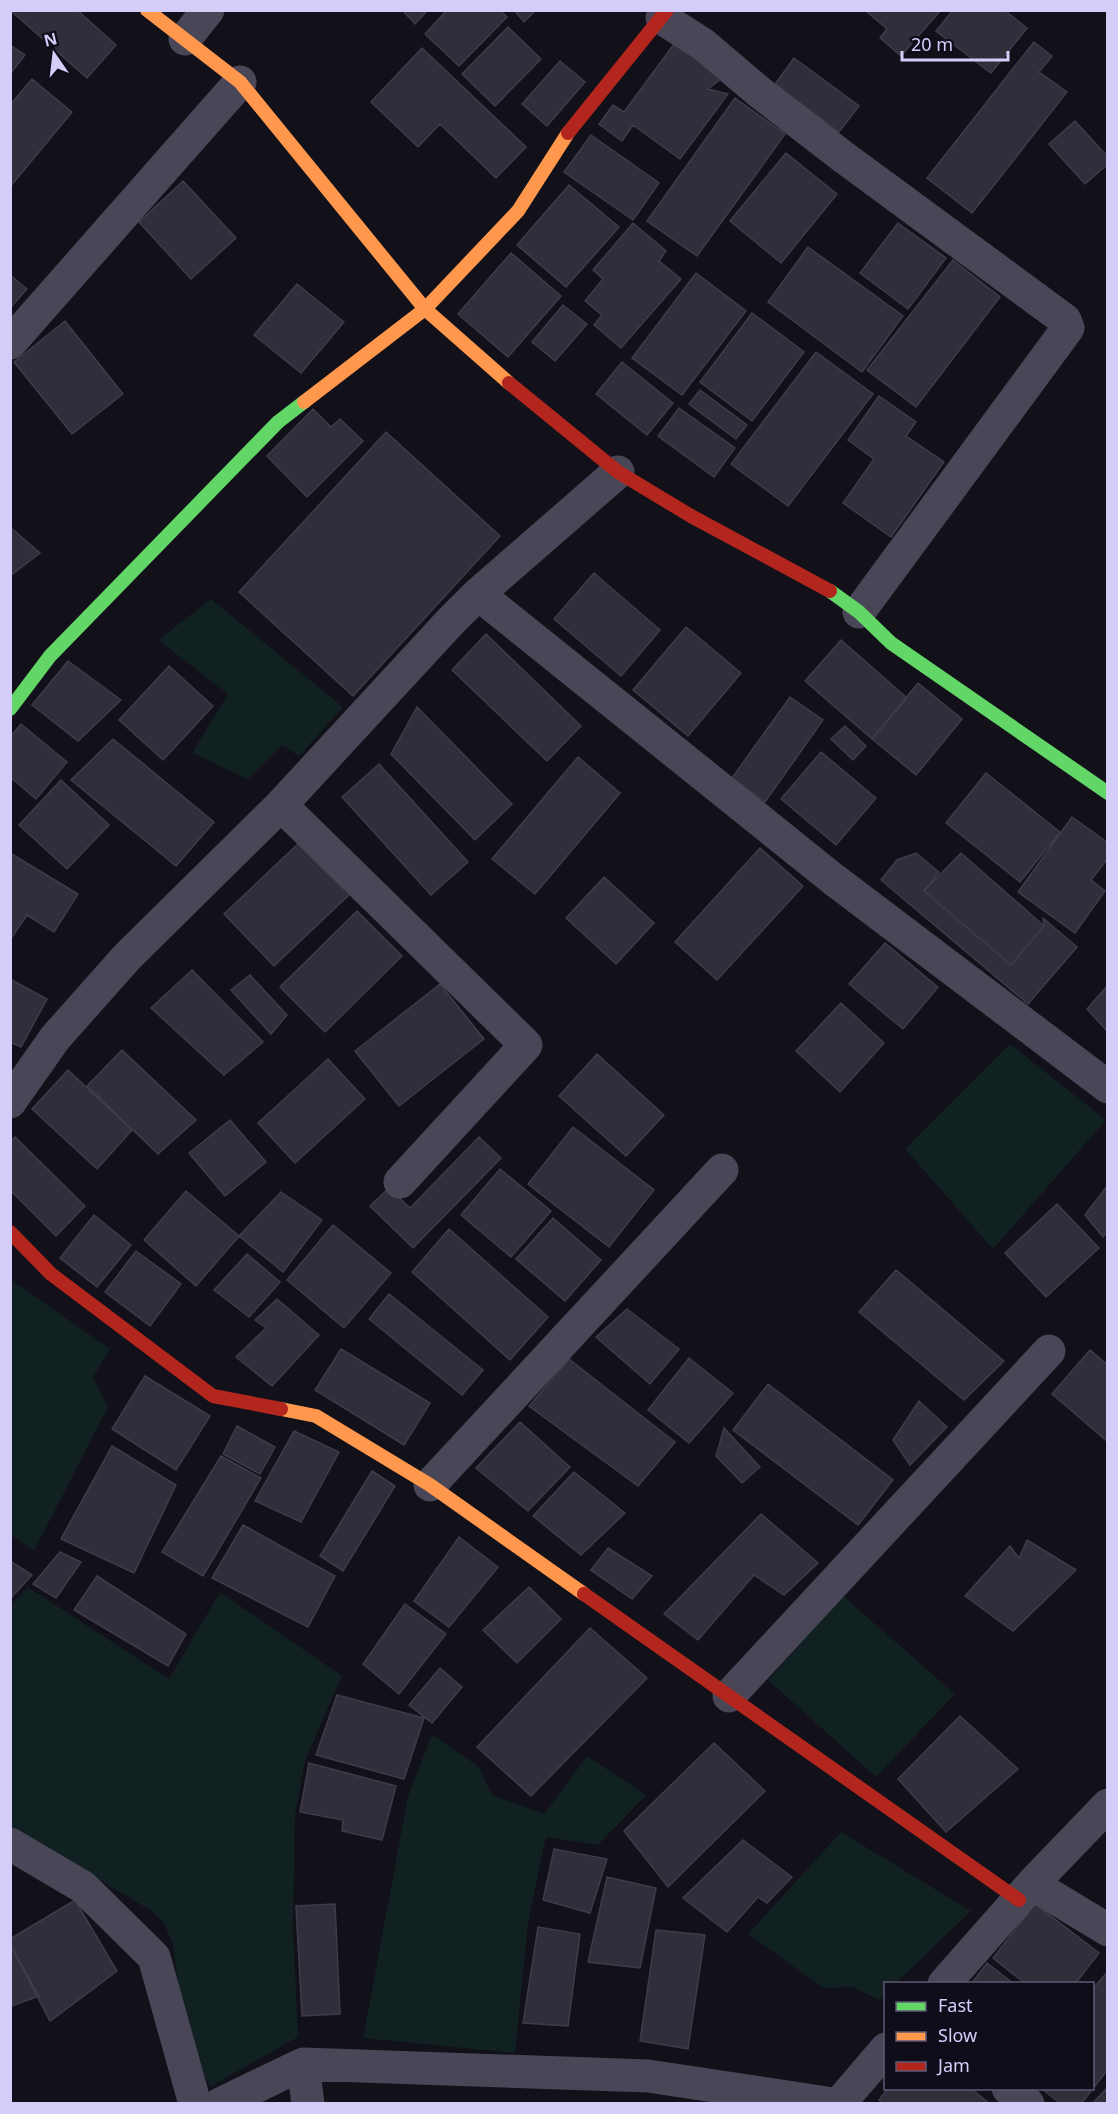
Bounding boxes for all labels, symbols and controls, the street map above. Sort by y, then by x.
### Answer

***

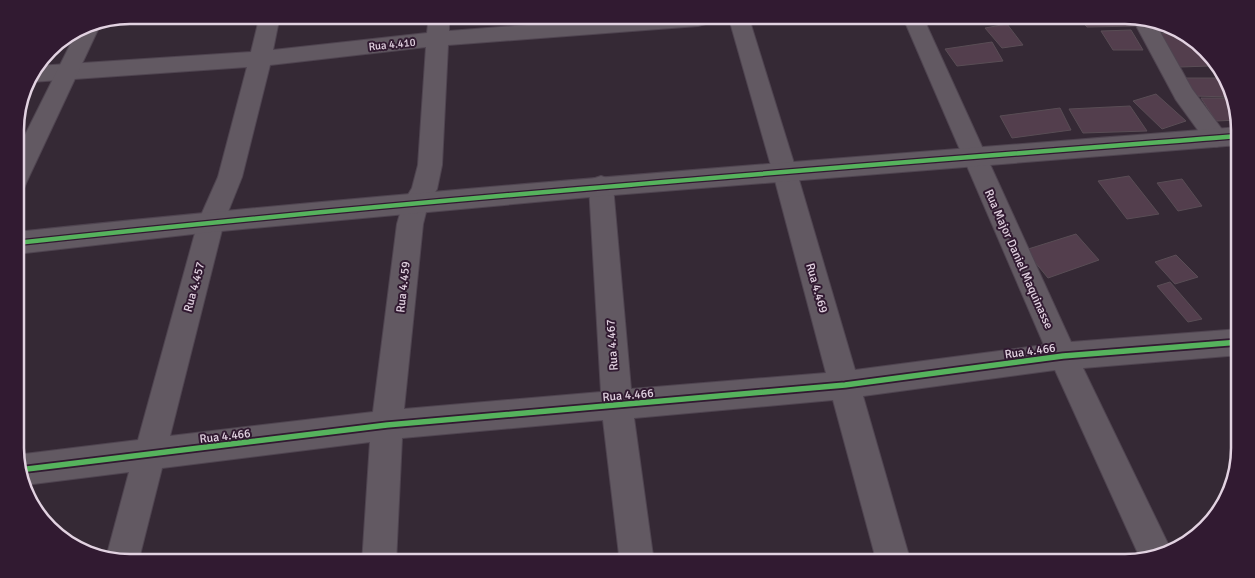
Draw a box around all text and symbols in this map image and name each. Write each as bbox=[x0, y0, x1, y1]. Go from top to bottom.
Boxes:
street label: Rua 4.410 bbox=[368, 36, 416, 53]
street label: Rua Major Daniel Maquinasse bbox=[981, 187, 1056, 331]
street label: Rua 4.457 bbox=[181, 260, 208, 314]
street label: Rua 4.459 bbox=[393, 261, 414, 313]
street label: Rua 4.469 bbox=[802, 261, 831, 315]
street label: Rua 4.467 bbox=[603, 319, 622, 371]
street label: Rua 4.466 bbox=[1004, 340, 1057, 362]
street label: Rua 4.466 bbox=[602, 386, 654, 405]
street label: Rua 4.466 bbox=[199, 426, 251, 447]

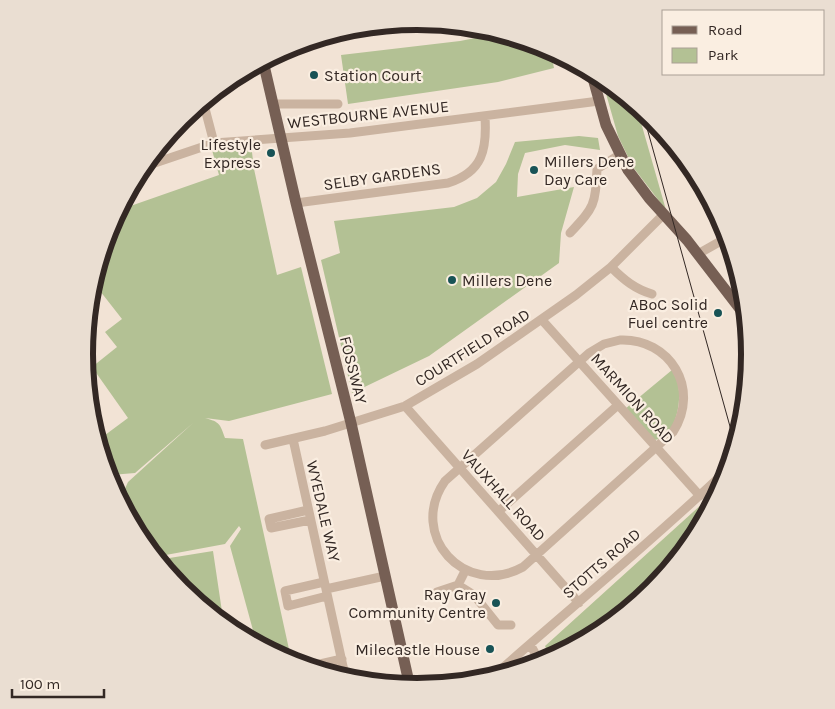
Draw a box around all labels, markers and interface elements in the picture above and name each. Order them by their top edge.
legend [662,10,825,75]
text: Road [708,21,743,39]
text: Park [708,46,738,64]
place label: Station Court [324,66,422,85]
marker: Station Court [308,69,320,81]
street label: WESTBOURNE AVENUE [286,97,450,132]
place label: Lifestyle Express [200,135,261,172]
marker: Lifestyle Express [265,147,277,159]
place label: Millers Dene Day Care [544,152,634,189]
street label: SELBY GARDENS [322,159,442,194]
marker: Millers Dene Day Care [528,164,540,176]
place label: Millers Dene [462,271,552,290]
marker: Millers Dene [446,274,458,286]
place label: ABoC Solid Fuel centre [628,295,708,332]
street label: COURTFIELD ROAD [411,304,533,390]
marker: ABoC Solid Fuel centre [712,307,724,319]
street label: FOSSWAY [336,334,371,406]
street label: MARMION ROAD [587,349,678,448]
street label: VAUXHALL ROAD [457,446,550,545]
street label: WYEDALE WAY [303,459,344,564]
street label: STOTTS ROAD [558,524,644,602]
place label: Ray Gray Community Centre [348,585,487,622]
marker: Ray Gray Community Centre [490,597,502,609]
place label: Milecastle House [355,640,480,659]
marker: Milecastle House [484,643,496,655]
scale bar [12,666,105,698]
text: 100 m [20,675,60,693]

***

To do —
Report all lines in the records that include the string "symbols".

Reply to the exercise —
Bounding boxes for all labels, symbols and controls, the street map above. Sort by y, then by x.
Draw a box around all text and symbols in this map image and name each. Write each as bbox=[x0, y0, x1, y1]. Go from top to bottom.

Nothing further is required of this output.